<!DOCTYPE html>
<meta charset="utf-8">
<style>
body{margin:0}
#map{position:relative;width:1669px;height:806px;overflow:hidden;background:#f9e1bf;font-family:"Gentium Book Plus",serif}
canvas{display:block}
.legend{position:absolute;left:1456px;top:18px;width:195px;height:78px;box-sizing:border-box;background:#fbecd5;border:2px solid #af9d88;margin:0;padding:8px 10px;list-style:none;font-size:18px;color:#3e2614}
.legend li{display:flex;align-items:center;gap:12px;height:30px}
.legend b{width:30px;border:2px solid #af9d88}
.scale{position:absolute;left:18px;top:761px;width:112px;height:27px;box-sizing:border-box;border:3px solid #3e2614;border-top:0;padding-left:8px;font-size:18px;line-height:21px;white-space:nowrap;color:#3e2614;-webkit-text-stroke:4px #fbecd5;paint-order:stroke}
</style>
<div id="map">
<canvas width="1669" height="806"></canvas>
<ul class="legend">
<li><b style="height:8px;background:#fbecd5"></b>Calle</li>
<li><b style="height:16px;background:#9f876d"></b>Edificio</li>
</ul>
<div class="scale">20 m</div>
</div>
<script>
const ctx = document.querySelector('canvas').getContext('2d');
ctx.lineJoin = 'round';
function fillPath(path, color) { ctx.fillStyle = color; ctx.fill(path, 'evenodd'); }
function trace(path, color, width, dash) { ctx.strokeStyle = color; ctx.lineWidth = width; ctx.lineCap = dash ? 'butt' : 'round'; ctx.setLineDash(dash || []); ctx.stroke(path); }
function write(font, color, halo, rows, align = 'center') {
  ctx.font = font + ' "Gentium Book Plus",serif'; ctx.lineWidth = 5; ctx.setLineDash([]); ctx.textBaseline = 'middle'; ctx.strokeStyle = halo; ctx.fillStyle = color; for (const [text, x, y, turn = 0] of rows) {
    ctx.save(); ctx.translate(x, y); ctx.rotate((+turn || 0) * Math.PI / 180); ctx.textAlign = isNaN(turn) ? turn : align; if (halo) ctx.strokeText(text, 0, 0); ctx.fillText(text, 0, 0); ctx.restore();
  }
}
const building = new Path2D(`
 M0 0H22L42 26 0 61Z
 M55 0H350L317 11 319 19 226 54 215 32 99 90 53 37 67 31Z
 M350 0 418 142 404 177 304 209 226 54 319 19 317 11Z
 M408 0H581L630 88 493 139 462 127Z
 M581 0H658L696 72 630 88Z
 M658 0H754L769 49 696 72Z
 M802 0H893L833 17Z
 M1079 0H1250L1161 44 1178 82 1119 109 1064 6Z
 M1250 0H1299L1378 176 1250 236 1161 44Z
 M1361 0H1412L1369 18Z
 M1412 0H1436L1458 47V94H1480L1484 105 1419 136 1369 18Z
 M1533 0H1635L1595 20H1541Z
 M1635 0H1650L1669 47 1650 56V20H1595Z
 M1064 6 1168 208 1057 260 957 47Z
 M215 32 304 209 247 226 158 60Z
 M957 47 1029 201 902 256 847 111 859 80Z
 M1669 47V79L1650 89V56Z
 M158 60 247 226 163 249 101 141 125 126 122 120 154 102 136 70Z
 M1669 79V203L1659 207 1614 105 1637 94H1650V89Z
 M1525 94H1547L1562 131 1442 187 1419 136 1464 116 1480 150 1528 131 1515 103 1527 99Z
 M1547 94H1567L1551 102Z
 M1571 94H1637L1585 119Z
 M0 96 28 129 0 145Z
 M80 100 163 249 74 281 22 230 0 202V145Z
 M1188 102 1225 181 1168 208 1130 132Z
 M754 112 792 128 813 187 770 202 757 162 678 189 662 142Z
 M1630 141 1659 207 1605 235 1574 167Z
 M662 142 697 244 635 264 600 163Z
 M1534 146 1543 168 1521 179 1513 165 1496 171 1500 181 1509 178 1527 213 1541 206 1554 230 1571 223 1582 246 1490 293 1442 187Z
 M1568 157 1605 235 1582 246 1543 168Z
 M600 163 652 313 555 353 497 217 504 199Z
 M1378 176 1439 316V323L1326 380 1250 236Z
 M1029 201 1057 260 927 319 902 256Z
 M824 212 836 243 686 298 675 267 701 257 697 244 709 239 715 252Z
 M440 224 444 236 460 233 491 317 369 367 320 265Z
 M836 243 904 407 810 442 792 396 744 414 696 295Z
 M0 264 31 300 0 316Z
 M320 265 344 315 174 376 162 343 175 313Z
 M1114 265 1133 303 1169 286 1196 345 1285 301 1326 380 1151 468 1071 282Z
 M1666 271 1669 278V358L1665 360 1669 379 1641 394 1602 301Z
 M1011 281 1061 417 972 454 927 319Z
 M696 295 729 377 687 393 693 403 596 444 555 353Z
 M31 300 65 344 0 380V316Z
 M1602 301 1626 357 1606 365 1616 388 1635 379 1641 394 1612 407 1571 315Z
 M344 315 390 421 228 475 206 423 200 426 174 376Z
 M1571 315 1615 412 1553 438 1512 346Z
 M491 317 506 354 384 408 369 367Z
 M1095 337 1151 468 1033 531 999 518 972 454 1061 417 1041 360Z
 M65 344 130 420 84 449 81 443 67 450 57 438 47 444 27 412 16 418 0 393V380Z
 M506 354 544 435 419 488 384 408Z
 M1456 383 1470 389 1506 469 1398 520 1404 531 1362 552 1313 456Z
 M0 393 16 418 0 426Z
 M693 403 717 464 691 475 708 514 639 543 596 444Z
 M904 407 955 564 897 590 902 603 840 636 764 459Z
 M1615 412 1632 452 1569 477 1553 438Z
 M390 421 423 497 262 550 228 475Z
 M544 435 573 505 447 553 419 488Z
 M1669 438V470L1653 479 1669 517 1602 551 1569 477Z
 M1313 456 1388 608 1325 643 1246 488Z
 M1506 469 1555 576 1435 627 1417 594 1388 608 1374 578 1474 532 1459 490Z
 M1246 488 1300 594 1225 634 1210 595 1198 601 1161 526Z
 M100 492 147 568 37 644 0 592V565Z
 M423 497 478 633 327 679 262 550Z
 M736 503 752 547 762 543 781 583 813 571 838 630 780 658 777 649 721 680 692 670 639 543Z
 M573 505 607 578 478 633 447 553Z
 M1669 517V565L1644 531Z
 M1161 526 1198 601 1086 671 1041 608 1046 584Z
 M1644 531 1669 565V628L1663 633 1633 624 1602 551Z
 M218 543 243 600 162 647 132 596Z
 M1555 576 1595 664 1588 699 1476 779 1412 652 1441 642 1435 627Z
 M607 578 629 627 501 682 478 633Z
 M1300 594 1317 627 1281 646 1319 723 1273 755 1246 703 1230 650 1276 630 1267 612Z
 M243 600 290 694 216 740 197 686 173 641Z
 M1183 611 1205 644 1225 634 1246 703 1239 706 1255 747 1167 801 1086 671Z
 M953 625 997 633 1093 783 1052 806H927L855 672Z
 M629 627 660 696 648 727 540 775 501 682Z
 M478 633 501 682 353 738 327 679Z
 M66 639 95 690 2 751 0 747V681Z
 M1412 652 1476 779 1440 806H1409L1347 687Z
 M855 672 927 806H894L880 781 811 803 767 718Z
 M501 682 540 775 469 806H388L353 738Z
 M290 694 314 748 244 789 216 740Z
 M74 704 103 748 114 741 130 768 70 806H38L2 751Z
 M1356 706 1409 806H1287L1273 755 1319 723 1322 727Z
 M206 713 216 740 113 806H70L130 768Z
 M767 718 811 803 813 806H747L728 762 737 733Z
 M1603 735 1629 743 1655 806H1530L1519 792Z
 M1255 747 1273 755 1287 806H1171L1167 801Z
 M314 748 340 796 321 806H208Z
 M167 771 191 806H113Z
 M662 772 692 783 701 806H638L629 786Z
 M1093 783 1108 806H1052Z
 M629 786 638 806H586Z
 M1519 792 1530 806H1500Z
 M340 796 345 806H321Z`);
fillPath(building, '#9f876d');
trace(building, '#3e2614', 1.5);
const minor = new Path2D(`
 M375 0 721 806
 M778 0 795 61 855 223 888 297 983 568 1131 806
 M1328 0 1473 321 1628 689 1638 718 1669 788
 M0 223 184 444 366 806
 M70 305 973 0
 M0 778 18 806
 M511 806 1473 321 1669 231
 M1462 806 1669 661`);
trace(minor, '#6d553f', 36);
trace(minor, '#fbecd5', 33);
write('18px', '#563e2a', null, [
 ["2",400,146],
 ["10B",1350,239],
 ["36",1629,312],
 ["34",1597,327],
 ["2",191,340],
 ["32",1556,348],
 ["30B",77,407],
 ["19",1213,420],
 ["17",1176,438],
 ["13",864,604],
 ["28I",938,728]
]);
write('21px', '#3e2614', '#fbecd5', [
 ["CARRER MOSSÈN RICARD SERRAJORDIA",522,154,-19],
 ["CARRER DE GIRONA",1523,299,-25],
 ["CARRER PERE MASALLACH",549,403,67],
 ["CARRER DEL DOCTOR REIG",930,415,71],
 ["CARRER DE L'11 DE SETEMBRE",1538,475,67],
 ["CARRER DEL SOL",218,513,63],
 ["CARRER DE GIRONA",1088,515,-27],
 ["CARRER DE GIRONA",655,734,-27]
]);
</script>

########################################

INSTRUCTIONS FOR THE TASK | Only one stretch of the entries above is wanted: the lines from the one containing "M754 112 792" through the one containing "M1378 176 1439 316V323L1326 380 1250 236Z". Please reproduce it exactly.

FINISHED TASK |
 M754 112 792 128 813 187 770 202 757 162 678 189 662 142Z
 M1630 141 1659 207 1605 235 1574 167Z
 M662 142 697 244 635 264 600 163Z
 M1534 146 1543 168 1521 179 1513 165 1496 171 1500 181 1509 178 1527 213 1541 206 1554 230 1571 223 1582 246 1490 293 1442 187Z
 M1568 157 1605 235 1582 246 1543 168Z
 M600 163 652 313 555 353 497 217 504 199Z
 M1378 176 1439 316V323L1326 380 1250 236Z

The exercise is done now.